- [YOUR INSTRUCTIONS]:
Copy nothing but the lines from the opening of the entries through the line that contains "--surface:#fff; --page:#f6f6f7; --text:#1f2937;", exactly as written. Drop the pictures.

Data extracted from a collection

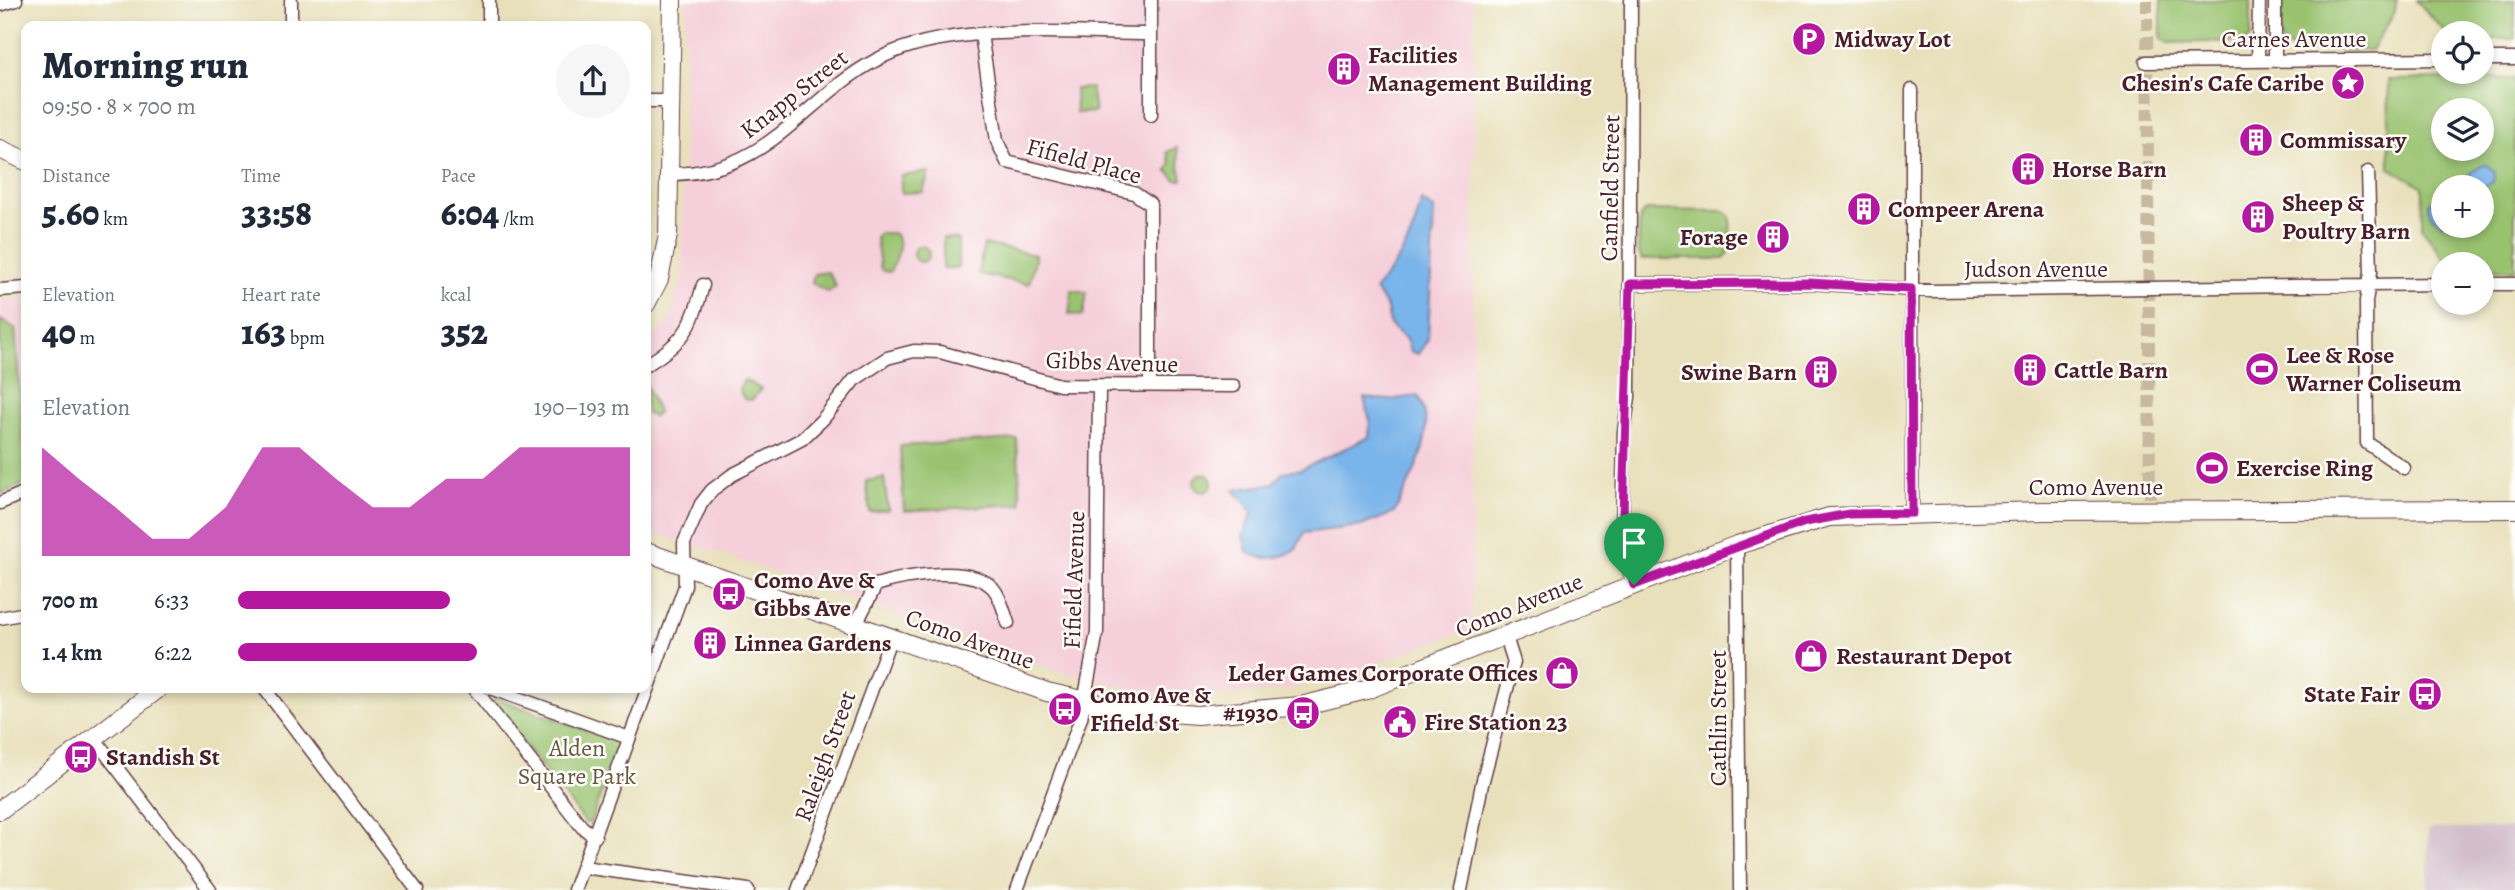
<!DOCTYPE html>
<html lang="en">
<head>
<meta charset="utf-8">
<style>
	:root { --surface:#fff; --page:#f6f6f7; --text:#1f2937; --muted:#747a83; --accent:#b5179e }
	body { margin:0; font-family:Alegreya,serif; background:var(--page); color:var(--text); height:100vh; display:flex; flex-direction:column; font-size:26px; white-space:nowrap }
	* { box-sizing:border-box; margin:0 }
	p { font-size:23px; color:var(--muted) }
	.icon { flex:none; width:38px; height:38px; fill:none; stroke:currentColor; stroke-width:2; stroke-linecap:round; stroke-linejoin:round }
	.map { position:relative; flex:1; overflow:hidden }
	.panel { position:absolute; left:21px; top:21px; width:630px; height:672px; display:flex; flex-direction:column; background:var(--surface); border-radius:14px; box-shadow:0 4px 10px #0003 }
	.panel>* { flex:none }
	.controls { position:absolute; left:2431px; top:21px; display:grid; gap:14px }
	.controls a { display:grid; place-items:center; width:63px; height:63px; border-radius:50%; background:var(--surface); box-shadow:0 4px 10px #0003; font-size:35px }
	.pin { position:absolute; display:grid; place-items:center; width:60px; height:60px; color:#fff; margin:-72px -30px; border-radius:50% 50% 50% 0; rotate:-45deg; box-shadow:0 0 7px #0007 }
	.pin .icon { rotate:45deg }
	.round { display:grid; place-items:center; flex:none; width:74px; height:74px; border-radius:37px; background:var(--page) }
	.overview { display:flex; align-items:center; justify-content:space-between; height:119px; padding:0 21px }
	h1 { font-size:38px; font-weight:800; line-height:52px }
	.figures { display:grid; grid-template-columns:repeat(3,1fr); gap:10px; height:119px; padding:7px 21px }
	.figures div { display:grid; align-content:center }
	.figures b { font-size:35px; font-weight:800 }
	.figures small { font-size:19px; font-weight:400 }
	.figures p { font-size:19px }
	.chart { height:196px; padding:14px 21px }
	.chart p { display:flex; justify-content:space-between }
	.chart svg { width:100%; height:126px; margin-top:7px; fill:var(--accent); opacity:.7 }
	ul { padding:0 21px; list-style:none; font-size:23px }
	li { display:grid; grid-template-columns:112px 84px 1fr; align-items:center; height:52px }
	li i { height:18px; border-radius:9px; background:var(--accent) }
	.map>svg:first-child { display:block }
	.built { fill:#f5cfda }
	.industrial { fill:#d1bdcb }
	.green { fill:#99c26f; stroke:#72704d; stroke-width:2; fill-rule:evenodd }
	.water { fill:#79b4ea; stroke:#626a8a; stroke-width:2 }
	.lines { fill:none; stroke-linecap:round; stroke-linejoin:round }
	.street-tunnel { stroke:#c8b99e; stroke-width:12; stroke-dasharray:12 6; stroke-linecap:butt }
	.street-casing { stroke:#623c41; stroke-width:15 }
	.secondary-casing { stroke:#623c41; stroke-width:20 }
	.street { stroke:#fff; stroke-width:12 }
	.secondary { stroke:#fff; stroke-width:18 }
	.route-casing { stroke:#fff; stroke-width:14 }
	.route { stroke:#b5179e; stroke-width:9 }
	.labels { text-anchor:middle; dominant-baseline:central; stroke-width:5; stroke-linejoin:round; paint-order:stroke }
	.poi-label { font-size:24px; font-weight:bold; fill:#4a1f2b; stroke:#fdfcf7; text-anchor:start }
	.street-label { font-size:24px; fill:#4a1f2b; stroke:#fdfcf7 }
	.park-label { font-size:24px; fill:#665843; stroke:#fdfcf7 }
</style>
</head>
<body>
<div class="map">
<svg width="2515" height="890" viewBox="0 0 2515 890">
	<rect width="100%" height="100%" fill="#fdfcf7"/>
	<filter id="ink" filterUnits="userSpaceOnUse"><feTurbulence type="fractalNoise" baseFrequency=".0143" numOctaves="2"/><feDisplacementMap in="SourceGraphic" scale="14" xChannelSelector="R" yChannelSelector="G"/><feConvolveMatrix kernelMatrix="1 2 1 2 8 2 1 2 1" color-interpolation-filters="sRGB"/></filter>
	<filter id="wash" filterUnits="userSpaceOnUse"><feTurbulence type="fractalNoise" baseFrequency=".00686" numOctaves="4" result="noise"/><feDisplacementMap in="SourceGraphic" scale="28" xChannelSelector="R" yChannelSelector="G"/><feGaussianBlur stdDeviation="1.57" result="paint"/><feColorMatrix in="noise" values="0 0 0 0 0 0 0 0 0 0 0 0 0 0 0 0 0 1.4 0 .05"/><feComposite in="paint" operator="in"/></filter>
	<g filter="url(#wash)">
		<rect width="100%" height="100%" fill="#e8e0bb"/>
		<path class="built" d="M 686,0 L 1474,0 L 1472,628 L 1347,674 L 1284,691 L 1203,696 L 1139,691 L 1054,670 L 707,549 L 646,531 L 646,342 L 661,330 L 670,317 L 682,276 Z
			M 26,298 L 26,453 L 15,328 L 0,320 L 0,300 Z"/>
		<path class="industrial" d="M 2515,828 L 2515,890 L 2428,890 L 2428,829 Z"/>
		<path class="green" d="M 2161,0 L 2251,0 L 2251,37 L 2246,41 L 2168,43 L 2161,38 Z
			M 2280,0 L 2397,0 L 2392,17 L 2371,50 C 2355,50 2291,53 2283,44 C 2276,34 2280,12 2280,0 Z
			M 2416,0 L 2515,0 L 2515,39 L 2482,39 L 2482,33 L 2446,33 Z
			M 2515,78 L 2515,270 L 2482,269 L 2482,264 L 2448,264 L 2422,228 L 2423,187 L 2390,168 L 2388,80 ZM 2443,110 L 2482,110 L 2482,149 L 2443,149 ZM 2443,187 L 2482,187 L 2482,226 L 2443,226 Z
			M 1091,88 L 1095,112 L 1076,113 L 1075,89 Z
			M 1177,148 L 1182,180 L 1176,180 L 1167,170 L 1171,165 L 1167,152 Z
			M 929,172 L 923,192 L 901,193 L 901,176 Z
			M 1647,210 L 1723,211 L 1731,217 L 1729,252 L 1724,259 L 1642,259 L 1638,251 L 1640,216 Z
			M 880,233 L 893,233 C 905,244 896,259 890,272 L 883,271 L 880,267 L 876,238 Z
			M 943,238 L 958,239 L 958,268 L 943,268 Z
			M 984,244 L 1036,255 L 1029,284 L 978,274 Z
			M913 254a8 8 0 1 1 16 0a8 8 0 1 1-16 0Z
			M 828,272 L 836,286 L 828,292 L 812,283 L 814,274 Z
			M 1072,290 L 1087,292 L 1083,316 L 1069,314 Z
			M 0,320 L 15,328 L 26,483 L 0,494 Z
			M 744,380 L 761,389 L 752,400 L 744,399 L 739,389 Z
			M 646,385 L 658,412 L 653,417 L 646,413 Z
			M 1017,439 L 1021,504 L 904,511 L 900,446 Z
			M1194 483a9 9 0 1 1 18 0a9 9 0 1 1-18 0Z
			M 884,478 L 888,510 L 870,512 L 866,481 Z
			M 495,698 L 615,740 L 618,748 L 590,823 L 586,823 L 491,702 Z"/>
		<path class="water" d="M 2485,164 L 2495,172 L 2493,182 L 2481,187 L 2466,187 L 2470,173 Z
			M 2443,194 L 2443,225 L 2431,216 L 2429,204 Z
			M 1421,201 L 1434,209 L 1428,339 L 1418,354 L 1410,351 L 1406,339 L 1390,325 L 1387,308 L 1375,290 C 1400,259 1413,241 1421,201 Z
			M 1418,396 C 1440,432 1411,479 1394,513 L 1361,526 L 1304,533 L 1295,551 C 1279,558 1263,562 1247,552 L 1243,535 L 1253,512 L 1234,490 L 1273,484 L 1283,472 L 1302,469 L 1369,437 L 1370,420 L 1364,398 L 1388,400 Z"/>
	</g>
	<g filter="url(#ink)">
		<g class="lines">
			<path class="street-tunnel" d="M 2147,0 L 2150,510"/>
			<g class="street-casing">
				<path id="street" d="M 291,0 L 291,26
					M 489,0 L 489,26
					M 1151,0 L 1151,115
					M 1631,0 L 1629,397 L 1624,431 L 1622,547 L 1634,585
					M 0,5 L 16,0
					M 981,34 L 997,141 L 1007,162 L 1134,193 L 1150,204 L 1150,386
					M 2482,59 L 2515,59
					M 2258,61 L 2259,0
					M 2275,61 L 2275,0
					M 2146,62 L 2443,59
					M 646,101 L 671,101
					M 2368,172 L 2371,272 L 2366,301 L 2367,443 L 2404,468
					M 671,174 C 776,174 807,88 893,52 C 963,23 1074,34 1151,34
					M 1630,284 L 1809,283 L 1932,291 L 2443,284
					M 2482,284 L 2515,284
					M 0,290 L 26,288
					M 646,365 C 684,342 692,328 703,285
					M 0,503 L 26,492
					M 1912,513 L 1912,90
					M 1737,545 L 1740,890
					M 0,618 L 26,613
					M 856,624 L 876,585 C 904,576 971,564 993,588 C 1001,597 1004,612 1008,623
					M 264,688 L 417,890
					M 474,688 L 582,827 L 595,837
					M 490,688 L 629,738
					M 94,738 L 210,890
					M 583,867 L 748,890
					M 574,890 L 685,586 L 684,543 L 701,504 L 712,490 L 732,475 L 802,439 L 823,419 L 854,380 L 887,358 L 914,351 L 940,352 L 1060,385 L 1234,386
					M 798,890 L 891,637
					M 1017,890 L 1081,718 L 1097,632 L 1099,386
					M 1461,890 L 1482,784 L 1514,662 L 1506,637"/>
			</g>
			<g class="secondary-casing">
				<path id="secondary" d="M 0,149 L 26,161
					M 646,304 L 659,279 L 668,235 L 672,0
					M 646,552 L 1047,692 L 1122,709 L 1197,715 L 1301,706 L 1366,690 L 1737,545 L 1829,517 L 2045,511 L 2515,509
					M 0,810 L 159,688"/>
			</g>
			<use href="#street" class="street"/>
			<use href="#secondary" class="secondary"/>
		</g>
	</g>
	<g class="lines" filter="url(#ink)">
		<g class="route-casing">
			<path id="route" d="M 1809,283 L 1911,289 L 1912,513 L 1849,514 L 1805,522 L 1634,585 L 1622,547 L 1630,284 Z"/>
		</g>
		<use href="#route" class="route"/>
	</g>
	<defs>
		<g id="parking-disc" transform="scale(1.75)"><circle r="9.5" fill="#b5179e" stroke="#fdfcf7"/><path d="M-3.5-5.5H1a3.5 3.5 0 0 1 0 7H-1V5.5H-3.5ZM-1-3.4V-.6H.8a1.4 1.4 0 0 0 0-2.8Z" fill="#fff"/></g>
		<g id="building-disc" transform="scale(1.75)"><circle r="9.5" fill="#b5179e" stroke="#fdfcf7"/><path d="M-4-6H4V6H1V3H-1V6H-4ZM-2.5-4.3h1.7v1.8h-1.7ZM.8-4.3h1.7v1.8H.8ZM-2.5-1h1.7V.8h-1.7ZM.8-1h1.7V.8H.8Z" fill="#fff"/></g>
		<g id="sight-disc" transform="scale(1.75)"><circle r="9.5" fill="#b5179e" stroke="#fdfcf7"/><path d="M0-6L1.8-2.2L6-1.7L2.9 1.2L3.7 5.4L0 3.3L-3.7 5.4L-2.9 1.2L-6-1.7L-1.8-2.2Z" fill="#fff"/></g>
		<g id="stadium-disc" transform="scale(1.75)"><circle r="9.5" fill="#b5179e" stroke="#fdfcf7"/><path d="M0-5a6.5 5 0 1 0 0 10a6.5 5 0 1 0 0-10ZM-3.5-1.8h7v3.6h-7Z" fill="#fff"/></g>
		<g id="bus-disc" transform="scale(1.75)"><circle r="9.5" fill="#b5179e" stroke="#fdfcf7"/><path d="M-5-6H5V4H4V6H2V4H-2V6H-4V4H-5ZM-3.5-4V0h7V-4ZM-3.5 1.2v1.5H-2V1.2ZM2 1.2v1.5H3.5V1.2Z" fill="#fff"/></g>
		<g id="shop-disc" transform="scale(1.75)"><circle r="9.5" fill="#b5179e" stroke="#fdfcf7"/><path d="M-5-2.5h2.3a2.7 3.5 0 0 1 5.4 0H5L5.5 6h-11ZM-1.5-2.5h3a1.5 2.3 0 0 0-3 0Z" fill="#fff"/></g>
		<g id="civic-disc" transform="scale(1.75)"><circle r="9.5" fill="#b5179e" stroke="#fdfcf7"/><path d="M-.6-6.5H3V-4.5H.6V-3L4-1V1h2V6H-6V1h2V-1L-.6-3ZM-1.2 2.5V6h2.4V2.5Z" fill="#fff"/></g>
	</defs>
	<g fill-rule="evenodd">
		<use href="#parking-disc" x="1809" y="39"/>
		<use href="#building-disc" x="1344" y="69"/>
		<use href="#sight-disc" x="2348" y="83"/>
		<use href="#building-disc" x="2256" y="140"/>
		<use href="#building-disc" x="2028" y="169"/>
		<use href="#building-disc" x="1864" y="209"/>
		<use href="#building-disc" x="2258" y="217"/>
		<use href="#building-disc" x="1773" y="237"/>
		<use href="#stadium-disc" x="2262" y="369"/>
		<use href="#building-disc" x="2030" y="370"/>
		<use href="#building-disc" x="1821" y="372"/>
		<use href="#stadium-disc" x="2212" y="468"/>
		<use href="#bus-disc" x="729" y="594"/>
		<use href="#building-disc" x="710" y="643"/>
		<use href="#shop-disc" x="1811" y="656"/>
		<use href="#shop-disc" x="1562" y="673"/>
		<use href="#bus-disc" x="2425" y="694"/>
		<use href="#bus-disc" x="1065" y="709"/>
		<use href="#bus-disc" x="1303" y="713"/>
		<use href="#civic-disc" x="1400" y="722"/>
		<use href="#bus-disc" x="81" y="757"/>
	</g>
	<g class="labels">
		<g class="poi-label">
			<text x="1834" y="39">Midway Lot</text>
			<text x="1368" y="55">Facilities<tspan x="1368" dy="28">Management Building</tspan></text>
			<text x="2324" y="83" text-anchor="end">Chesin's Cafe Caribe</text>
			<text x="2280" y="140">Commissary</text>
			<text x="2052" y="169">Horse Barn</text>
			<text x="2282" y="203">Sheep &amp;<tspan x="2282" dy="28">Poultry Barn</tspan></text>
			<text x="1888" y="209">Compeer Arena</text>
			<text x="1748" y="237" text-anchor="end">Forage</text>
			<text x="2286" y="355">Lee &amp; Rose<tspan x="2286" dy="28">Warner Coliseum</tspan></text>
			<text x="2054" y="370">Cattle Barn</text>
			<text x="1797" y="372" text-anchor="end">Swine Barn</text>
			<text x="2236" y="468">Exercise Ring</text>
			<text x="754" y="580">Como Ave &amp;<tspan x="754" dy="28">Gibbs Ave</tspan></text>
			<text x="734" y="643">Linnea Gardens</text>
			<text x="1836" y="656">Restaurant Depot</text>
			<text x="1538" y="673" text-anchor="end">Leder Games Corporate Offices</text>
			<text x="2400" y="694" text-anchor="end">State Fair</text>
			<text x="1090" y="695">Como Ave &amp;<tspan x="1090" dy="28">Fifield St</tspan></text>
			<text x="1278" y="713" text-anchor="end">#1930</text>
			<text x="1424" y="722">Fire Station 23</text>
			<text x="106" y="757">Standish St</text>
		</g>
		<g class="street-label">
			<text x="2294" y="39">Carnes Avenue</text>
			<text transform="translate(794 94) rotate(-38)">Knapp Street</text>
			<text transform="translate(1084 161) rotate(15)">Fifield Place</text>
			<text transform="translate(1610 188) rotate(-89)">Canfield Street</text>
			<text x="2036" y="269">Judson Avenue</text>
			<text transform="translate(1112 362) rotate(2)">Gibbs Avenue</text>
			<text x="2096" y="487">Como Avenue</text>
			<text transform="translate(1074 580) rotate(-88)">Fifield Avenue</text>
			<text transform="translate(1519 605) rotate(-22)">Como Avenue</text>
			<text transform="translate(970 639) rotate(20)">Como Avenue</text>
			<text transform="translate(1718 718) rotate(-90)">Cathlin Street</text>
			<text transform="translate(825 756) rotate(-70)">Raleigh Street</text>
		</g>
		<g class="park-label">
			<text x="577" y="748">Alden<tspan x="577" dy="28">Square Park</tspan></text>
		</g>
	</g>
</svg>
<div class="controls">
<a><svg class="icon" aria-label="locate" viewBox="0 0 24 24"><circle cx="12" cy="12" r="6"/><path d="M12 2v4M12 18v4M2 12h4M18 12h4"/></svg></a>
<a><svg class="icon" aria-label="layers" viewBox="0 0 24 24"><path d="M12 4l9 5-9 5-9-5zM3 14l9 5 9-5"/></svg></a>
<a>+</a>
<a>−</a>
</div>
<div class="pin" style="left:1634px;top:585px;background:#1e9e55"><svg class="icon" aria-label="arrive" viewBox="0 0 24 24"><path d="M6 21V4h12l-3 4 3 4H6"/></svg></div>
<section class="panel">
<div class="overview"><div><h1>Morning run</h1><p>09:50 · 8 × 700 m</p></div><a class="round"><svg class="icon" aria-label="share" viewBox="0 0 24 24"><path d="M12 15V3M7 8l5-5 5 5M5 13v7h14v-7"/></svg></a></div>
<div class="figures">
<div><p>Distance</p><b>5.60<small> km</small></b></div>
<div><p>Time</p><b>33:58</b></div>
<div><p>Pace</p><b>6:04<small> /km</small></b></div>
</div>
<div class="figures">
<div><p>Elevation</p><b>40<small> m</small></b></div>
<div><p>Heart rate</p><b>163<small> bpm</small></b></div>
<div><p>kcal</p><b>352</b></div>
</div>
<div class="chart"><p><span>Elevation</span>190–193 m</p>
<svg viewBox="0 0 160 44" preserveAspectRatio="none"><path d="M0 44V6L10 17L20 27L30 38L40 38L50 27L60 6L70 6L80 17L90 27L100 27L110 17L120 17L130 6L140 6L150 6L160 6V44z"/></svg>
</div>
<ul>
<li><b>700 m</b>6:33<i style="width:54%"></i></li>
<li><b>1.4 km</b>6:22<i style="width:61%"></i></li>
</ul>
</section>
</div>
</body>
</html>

- [SOLUTION TO THIS EXERCISE]:
<!DOCTYPE html>
<html lang="en">
<head>
<meta charset="utf-8">
<style>
	:root { --surface:#fff; --page:#f6f6f7; --text:#1f2937; --muted:#747a83; --accent:#b5179e }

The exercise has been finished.